I'd like to add that I've known a few practising Buddhists and they've been lovely, caring people. I had to study Buddhism, along with the other major world religions, at High School in a subject called, "History of Ideas." I've even read some texts by authors who have tried to integrate both Buddhism and Christianity into their own personal lives. However, I know that any understanding I have is fairly shallow. Coming from a Christian background, I don't know a great deal about Buddhism, but here are a few observations.

Julia Cameron herself, in "The Artist's Way" says, "Creativity requires action and part of that action must be physical. It is one of the pitfalls of westerners adopting eastern meditation techniques to bliss out and render ourselves high but dysfunctional. We lose our grounding and with it, our capacity to act in the world." Interesting thought!
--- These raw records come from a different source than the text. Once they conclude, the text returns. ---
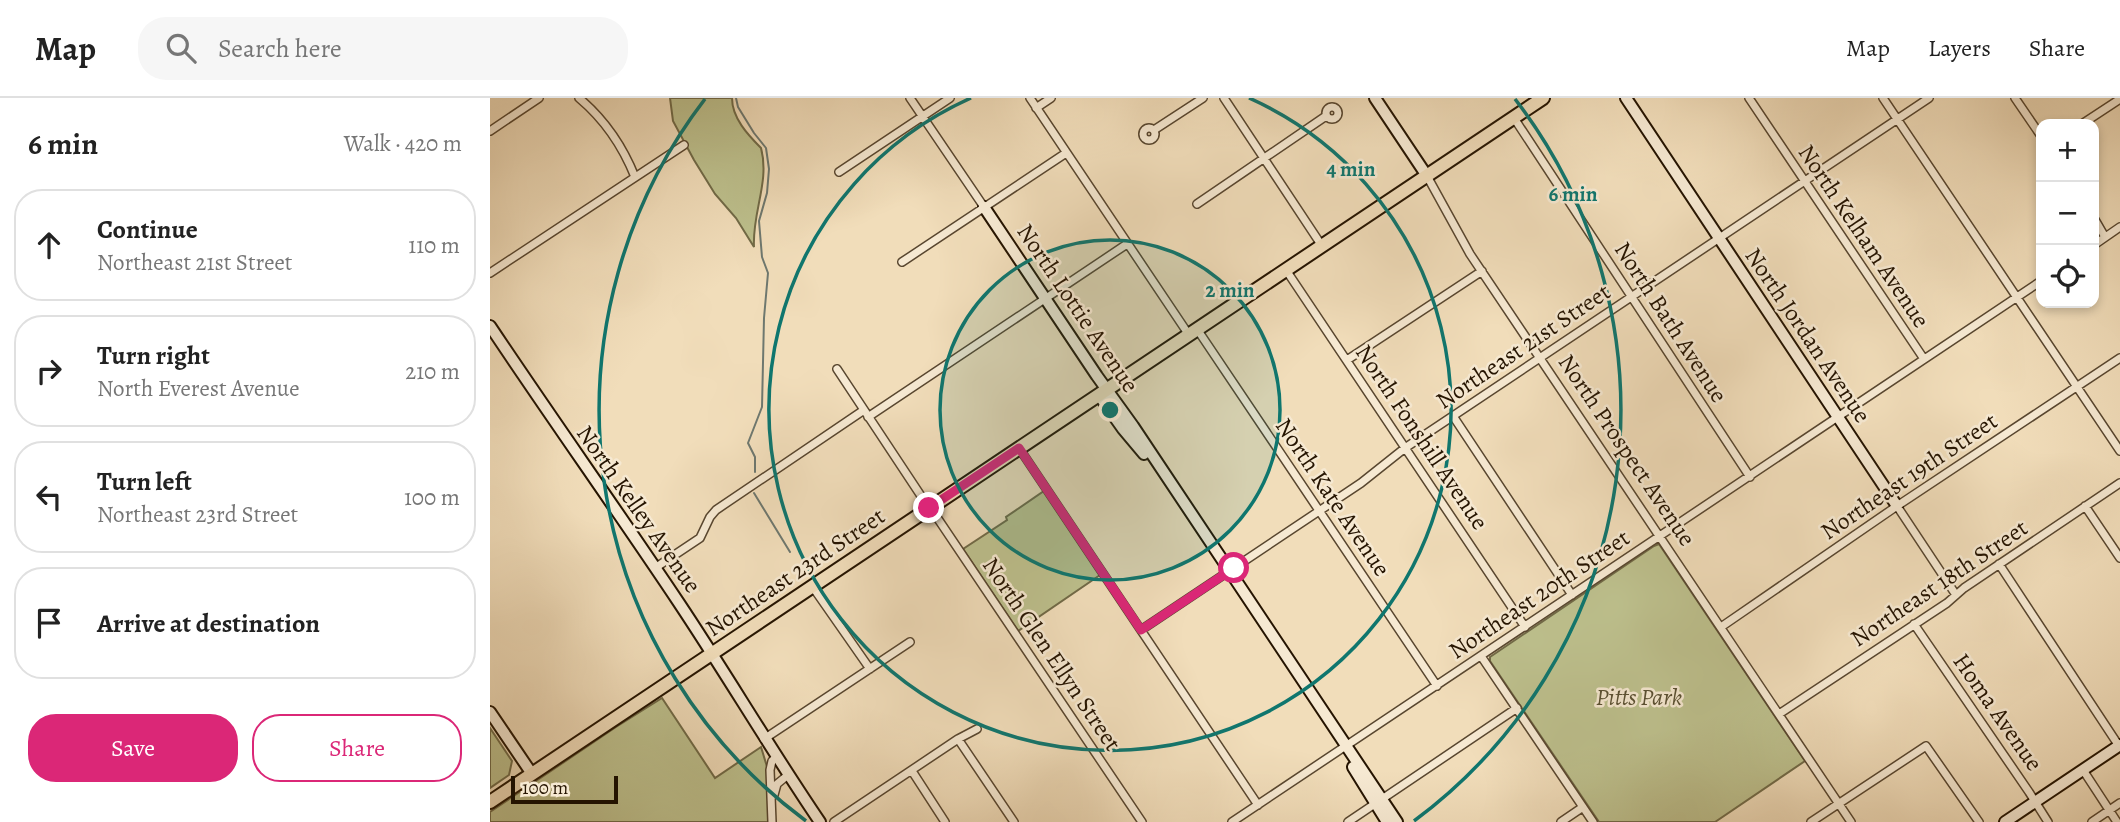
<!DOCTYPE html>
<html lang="en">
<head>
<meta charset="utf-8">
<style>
	body { margin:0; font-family:Alegreya,serif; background:#f6f6f6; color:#222 }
	.controls { position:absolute; right:21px; top:21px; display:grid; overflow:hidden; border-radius:14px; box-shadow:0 4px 10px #0003 }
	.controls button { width:63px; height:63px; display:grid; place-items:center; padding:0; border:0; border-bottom:2px solid #e0e0e0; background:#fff; color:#222; font:35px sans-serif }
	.scale { position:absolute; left:21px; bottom:18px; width:107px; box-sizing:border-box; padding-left:7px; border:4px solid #251401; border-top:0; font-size:19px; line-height:24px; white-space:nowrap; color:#251401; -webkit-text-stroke:5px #f6e9d2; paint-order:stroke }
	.stop { position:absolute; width:21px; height:21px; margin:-16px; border:5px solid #db2777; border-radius:50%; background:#fff }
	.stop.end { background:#db2777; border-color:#fff; box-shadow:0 2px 7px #0008 }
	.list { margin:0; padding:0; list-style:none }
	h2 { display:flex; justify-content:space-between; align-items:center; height:91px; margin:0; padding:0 28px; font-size:30px }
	h2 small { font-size:23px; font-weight:400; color:#767676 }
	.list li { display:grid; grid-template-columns:46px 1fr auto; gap:21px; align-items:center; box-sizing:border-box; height:112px; margin:0 14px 14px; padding:0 14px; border:2px solid #e0e0e0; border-radius:28px }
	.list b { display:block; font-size:26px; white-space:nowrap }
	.list p { margin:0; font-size:23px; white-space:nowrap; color:#767676 }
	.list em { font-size:23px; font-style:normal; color:#767676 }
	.actions { display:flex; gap:14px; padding:21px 28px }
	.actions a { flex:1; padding:16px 0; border:2px solid #db2777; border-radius:28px; text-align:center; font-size:24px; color:#db2777 }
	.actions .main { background:#db2777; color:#fff }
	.icon { flex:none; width:38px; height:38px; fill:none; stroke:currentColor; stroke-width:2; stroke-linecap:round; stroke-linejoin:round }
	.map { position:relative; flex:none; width:1630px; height:724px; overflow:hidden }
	header { display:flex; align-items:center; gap:42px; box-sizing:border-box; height:98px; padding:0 35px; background:#fff; border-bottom:2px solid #e0e0e0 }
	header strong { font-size:33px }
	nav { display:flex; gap:38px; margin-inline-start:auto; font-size:24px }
	.search { width:490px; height:63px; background:#f6f6f6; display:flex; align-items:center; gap:18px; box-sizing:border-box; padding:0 24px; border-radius:28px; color:#767676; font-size:26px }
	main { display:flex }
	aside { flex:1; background:#fff }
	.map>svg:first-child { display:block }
	.green { fill:#bdc08d; stroke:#716a47; stroke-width:2 }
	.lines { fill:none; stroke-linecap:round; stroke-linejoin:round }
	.stream { stroke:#6e786f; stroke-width:2 }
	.street-casing { stroke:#58462f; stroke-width:10 }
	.secondary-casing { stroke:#251401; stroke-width:14 }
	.primary-casing { stroke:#251401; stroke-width:16 }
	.street { stroke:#f6e9d2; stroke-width:7 }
	.secondary { stroke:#f6e9d2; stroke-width:10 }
	.primary { stroke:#f1ddba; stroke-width:12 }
	.route { stroke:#db2777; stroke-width:9 }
	.ring { fill:none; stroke:#0f766e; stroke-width:3.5 }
	.labels { text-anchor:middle; stroke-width:5; stroke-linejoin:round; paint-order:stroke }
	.street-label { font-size:24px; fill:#251401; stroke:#f6e9d2 }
	.park-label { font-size:24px; font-style:italic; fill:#5a5032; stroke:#f6e9d2 }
	.centre { fill:#0f766e; stroke:#f6e9d2; stroke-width:3.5 }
	.ring-label { font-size:21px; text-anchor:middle; font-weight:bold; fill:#0f766e; stroke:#f6e9d2; stroke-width:5; stroke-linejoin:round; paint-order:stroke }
</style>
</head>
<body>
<header>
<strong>Map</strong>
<div class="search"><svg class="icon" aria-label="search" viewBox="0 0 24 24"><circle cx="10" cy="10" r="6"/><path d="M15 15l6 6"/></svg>Search here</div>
<nav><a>Map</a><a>Layers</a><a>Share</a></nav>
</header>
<main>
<aside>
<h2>6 min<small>Walk · 420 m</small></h2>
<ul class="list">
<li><svg class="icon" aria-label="ahead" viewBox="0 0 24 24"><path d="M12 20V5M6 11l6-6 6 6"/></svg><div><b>Continue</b><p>Northeast 21st Street</p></div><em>110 m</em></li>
<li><svg class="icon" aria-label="right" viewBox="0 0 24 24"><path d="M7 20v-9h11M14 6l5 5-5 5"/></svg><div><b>Turn right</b><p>North Everest Avenue</p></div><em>210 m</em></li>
<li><svg class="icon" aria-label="left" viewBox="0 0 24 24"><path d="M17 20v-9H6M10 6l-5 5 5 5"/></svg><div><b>Turn left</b><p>Northeast 23rd Street</p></div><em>100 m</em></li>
<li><svg class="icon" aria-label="arrive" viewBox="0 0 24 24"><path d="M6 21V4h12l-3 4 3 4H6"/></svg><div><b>Arrive at destination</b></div></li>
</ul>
<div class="actions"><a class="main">Save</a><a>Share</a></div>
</aside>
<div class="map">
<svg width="1630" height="724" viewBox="0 0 1630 724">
	<rect width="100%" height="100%" fill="#f1ddba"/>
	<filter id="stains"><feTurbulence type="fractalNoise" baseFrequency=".00286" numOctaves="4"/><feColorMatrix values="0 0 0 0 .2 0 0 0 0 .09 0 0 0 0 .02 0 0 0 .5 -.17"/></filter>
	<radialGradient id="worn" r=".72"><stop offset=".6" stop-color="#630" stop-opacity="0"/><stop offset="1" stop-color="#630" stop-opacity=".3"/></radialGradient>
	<path class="green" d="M180,0H242C242,20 258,37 271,50C280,84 262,114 264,149L246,120L225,96L204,62L183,23Z
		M554,393L610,477L528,533L473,451L517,422L516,419Z
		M1169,446L1315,663L1225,724H1109L1000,563V559L1164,448Z
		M172,600L225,680L271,649L278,672V724H0V714L126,629Z
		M0,630L22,663L19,677L0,690Z"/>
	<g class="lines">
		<path class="stream" d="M246,0L248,9L264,35L276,50L279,71L277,95L269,123L272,159L278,175L274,220L272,309L258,345L265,359V374
			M264,395L300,454"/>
		<g class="street-casing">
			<path id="street" d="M89,0C114,21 133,49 145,79
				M420,0L494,109
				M540,0L699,237
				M734,0L832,148
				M1259,0L1434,261
				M1393,0L1630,353
				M1525,0L1551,38
				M836 15a6 6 0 1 1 12 0a6 6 0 1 1-12 0Z
				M546,10L561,0
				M1024,20L1260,379
				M1592,26L1630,1
				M653 36a6 6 0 1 1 12 0a6 6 0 1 1-12 0Z
				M664,32L713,0
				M0,33L49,0
				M349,74L460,0
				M937,78L980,156L1361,724
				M707,106L836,18
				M1604,120L1615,139
				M1604,147L1630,129
				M412,164L576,55
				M796,172L1035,529
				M0,175L194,47
				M707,231L947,588
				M857,262L992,173
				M347,271L439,410
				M963,318L1082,497
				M378,319L637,146
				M529,350L768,707
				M1407,408L1466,497
				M1595,408L1630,460
				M440,409L652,724
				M1509,466L1629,648
				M165,470L210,440L220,419L226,412L374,312
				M322,488L380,571
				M1424,526L1539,694L1558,724
				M1231,529L1407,408L1630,260
				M651,532L871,385L915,350L1439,0
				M991,558L1103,724
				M1289,616L1457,505L1474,490L1630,385
				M274,641L420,544
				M468,641L524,724
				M1593,672L1627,724
				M422,673L455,724
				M284,697L287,686L298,677
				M282,724L280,672L282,663L286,659
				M344,724L468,641L487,631
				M742,724L1551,183
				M858,724L1027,610
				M1071,724L1093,709
				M1321,724L1436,648L1489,724
				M1602,724L1630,705"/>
		</g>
		<g class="secondary-casing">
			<path id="secondary" d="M885,0L937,78
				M1136,0L1407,408
				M494,109L607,278L643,328L907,724
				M0,228C62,321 127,412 189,505C237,577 281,652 330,724
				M609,297L633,331L654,356
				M0,614L42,676
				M863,669L897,724
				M1515,724L1630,647"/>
		</g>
		<g class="primary-casing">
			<path id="primary" d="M0,704L1053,0"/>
		</g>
		<use href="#street" class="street"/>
		<use href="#secondary" class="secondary"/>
		<use href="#primary" class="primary"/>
	</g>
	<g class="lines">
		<path class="route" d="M439,410L529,350L651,532L744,470"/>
	</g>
	<circle cx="620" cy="312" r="170" fill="#0f766e" fill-opacity=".12"/>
	<g class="ring">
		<circle cx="620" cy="312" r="170"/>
		<path d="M759 0A341 341 0 1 1 481 0"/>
		<path d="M316 723A511 511 0 0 1 215 1M1025 1A511 511 0 0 1 924 723"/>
	</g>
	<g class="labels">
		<g class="street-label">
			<text transform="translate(1374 138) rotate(56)" y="8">North Kelham Avenue</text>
			<text transform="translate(588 210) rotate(56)" y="8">North Lottie Avenue</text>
			<text transform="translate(1181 224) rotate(57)" y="8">North Bath Avenue</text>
			<text transform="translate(1318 237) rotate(56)" y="8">North Jordan Avenue</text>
			<text transform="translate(1033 248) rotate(-34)" y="8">Northeast 21st Street</text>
			<text transform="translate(932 339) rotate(56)" y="8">North Fonshill Avenue</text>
			<text transform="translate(1137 352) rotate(56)" y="8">North Prospect Avenue</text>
			<text transform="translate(1419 378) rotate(-34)" y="8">Northeast 19th Street</text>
			<text transform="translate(843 399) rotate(56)" y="8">North Kate Avenue</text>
			<text transform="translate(149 411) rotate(55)" y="8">North Kelley Avenue</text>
			<text transform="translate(305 474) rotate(-34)" y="8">Northeast 23rd Street</text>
			<text transform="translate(1449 485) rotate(-34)" y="8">Northeast 18th Street</text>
			<text transform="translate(1049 496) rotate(-34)" y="8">Northeast 20th Street</text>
			<text transform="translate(562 556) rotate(56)" y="8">North Glen Ellyn Street</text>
			<text transform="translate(1508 614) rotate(55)" y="8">Homa Avenue</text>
		</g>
		<g class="park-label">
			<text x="1149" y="607">Pitts Park</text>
		</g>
	</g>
	<circle cx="620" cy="312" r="10" class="centre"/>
	<g class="ring-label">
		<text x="861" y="78">4 min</text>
		<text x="1083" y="103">6 min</text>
		<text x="740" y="199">2 min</text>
	</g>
	<rect width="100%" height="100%" filter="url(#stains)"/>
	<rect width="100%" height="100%" fill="url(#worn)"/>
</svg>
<div class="controls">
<button>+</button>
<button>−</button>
<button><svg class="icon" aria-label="locate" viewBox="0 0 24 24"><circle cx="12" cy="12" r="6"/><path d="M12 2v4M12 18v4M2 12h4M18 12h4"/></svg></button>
</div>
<div class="scale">100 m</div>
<div class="stop" style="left:744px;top:470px"></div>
<div class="stop end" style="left:439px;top:410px"></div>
</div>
</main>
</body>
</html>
My pastor and a team of others, including one of my sisters-in-law, have just returned from a missions trip to Sri Lanka. They showed us all some beautiful slides and told us interesting stories. The pastor mentioned the prevalence of Buddhism among the people of Sri Lanka and told us that it's amazing to visit the country with an Australian perspective. Over here, most people we come across who practise Buddhism (and there are relatively few) emphasize the peaceful, introspective aspect, and karma, nirvana, respecting all living creatures, and searching for happiness within. That was what they expected to find from the Buddhists in Sri Lanka but instead, they are far, far more militant, throwing their weight around and persecuting minority groups. Also interesting.

It's fairly late at night and I wasn't really sure where I was going with this when I started it. I guess I'm just glad to be born into a Christian culture with a chance to practise my Christian beliefs without persecution. Because when you think about it, in spite of the reputation we sometimes have of being "pushy" and "intolerant" of others, Christianity is by far the least "pushy" and aggressive of all major world religions. We don't arrest, molest or torture anybody who differs from us, unlike the others, especially in their home countries. And that's just part of what Jesus meant when he spoke of his followers being the light and salt of the world. Praise God for that!

1 comment:

  1. Interesting thoughts. Another book for my growing "to be read" pile. :o)
    It is a good point you make about differences in religious practice. I think the culture and economy of the country helps to mold the attitudes about religion. In our rich countries, it is easier for religious tolerance to exist. Poorer nations and nations without our freedoms are more ready to scapegoat a group.
    And then I think about how easily social order broke down in New Orleans during Hurricane Katrina and I wonder. Fear. Jealousy. Anger. Hate. How different are we from our less privileged brethren?
    I'm rambling! Sorry, it's late here.